Lee Shulman remembers the click and whirr of the slide projector, which functioned as an early at-home cinema experience well before the advent of flat screens TVs and streaming services. Back then, memories were loaded into the carousel via individual cardboard frames and projected onto the wall, to the delight and embarrassment of friends and family. This was a chance for people to gather and to share the highlights of one’s life, whether it be a wedding, christening, summer holiday or simply relaxing in the back garden.
“These images present a specific view of life that didn’t reflect the realities of the country at the time”
It was a yearning for this specific social act that led Shulman to purchase a random box of slides back in 2017. What began as a “nostalgic whim” became an obsession to find and preserve a form of amateur photography that was fast becoming extinct, both due to defunct technologies and the fact that images tend to fade after 50 years. Since then, he has collected almost 800,000 individual slides, founding The Anonymous Project as a way to further his research.

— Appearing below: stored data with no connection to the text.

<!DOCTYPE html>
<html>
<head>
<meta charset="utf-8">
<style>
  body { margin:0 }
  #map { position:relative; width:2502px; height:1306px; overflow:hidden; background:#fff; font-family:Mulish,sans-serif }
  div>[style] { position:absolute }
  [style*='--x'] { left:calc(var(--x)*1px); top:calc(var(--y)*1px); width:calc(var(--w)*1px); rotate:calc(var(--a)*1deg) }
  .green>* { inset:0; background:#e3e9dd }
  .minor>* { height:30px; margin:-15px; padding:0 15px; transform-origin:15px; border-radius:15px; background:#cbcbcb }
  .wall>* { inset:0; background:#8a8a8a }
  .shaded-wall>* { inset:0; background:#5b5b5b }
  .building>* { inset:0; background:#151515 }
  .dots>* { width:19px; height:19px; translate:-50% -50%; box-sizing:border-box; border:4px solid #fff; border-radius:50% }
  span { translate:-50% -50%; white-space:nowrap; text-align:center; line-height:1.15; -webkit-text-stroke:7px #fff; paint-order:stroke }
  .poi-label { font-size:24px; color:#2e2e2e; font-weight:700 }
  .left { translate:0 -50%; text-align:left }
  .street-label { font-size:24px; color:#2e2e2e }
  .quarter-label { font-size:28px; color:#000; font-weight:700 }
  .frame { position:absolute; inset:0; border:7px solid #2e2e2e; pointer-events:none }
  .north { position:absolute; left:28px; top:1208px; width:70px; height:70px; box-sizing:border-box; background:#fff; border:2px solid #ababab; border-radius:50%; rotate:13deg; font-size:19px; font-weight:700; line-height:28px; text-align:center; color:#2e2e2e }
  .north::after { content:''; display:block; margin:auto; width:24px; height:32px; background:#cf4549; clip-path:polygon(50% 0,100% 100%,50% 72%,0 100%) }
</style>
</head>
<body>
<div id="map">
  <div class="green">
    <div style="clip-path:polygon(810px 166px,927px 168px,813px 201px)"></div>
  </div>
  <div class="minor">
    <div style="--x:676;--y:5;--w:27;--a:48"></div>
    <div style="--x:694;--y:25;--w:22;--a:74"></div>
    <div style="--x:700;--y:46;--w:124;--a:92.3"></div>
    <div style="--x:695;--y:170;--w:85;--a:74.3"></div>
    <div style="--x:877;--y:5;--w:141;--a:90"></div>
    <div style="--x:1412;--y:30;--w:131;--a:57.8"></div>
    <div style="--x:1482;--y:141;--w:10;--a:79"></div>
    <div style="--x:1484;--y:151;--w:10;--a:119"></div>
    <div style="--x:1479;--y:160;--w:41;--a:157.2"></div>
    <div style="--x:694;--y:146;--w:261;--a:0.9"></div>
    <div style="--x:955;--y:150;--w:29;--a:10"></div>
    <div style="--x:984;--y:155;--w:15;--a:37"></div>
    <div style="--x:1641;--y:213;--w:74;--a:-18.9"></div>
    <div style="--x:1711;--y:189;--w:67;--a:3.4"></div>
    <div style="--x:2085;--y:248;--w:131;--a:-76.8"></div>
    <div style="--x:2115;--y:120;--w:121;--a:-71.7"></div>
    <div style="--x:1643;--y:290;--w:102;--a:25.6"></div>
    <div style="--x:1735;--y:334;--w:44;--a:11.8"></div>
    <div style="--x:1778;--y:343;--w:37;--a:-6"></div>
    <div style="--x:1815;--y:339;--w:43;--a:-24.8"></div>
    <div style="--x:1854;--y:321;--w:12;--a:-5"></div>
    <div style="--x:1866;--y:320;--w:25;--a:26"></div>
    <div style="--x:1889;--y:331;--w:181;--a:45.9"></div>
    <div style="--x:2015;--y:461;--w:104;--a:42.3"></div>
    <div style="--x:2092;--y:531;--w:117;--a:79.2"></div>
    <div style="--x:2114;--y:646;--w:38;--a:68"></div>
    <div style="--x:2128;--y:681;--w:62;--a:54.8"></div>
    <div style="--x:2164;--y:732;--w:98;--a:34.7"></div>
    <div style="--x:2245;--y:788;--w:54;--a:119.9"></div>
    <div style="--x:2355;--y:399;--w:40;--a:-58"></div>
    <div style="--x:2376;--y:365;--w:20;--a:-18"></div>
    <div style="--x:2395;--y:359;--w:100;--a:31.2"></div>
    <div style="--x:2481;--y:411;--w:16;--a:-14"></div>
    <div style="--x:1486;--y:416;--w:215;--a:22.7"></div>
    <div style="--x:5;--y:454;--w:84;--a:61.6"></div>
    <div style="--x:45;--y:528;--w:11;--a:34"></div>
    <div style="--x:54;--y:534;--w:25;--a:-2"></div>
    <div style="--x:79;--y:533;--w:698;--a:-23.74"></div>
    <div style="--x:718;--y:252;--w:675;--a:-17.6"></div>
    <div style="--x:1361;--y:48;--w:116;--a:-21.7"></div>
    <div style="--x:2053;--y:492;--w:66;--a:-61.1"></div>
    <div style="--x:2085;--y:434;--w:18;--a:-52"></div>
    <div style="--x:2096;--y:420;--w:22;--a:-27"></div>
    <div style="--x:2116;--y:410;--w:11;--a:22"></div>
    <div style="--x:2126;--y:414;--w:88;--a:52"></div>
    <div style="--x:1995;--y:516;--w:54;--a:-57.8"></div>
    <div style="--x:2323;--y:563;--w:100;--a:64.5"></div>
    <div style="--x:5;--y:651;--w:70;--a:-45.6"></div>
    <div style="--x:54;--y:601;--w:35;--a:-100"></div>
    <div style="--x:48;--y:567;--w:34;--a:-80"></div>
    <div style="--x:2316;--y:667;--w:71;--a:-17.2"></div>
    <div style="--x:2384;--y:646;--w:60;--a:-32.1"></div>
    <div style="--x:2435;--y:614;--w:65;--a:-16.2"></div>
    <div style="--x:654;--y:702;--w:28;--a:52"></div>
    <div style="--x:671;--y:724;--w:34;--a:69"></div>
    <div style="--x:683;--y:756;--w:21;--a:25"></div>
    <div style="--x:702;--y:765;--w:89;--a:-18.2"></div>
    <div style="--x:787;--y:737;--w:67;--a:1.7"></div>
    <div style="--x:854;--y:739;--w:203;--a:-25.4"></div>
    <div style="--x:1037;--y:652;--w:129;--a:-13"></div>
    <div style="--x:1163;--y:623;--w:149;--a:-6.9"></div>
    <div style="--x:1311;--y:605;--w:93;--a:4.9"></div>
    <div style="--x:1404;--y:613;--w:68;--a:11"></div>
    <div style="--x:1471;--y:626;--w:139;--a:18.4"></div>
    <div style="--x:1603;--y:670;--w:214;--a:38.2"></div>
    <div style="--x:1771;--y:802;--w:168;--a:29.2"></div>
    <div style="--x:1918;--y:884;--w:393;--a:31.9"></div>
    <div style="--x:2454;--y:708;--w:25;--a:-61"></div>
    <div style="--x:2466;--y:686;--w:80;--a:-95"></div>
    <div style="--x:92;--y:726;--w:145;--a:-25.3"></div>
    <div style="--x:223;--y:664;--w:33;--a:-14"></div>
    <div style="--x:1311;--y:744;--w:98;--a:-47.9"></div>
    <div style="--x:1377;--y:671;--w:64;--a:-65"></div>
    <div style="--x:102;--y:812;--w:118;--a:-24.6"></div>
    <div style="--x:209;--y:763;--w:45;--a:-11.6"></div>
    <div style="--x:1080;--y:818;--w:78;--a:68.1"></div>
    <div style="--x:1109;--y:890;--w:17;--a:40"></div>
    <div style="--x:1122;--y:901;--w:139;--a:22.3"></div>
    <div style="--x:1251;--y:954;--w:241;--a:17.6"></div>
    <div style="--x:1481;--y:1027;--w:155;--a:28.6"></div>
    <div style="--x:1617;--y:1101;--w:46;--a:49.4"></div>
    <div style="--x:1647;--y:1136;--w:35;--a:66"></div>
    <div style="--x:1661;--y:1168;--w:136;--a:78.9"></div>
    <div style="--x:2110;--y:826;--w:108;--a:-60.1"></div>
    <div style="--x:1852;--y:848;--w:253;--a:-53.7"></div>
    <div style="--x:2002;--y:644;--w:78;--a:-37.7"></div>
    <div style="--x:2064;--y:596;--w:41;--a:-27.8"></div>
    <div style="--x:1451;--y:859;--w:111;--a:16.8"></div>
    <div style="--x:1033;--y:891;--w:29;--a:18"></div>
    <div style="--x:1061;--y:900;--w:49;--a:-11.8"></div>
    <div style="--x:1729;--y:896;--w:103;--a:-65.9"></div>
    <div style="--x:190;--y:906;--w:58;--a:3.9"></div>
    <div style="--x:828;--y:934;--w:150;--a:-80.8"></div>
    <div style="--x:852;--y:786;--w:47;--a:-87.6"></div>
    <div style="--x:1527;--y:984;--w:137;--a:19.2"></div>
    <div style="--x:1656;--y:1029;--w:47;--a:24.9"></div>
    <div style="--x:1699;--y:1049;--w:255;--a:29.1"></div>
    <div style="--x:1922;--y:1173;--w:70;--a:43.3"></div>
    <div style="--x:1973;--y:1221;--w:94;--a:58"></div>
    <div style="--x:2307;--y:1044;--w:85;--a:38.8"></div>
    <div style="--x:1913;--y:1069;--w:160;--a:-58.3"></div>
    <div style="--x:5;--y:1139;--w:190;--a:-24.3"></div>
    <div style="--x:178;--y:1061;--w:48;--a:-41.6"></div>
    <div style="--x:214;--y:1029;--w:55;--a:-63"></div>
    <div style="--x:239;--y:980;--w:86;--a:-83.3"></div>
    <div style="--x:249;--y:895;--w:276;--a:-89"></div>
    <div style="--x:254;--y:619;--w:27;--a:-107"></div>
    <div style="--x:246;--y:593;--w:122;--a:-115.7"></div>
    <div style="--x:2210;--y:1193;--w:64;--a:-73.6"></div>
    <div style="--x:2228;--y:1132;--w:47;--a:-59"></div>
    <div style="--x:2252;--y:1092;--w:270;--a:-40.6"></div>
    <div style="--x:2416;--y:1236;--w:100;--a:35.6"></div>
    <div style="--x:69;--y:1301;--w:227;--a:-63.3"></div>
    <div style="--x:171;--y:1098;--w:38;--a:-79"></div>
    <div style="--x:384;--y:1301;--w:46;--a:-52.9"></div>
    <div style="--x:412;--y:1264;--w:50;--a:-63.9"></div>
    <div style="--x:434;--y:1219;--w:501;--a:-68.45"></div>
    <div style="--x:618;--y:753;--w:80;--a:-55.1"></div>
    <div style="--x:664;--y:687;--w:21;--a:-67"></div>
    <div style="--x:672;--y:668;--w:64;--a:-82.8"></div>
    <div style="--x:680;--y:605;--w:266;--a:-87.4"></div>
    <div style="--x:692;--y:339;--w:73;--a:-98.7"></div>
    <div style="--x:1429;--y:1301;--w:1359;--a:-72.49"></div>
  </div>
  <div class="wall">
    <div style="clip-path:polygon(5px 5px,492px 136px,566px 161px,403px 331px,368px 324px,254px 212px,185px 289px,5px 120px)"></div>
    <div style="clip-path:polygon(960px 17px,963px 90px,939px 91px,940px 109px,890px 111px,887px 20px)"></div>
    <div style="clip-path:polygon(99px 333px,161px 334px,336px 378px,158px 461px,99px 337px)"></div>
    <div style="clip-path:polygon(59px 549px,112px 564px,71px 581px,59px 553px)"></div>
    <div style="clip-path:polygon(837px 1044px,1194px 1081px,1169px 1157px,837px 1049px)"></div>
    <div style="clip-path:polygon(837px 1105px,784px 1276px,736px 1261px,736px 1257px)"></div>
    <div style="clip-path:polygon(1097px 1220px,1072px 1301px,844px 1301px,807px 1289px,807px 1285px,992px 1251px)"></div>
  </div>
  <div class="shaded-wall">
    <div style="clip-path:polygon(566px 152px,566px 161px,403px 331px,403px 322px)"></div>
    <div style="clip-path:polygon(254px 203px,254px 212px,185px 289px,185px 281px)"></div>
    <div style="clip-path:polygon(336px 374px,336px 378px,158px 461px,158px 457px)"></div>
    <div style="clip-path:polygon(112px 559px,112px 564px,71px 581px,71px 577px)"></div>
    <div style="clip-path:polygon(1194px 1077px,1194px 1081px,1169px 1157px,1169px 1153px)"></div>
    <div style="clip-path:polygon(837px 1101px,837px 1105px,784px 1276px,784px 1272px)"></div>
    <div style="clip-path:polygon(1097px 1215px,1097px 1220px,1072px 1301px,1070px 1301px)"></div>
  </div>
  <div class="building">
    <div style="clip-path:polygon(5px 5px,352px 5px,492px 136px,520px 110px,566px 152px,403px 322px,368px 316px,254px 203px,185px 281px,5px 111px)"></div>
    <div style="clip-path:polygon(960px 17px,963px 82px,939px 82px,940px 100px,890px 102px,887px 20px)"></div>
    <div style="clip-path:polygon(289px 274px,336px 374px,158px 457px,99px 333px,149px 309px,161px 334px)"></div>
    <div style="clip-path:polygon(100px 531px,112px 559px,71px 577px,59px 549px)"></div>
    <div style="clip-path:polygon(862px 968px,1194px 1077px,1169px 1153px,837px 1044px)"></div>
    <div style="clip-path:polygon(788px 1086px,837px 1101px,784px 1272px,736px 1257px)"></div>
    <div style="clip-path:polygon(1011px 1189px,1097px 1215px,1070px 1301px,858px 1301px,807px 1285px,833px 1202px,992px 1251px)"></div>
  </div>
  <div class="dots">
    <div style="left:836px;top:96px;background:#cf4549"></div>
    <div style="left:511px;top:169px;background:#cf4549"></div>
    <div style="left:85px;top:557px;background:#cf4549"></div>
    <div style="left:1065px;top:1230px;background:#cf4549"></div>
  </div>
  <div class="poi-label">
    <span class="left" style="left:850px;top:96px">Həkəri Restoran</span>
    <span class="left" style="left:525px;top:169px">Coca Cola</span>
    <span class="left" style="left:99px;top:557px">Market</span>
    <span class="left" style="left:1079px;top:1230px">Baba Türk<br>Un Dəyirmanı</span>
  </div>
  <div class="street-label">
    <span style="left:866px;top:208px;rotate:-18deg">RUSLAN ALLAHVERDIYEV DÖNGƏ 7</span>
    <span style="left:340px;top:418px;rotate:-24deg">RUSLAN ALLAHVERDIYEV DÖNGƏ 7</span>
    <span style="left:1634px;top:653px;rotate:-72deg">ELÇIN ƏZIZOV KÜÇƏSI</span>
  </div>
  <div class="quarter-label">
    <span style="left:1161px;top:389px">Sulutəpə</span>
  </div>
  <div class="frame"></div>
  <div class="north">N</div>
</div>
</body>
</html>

A new book from Hoxton Mini Press acts as a highlight reel for his greatest finds, but also asks whose stories he is rescuing from obscurity. Shulman is the first to admit that while Kodachrome technology made photography more accessible in the UK, it was still a relatively expensive pastime enjoyed by the white middle class. These images, which were mostly taken in the 1950s and 60s, present a specific view of life that didn’t reflect the realities of the country at the time. In fact, they are every bit as selective as a carefully curated Instagram feed—the difference being that a particular moment had to be considered noteworthy for a camera to even be brought out, and the image in question couldn’t be endlessly tweaked and filtered.
Each of these slides straddle a strange ground between candid and staged, as grandmothers turn to flash a grin, groups in pubs raise a glass to cheer, and parents cajole their children into some semblance of a portrait pose. There is an intimacy and joy that is preserved, much like the rich tones Kodachrome famously conserved, as all of the greyness and grit of everyday life melts away.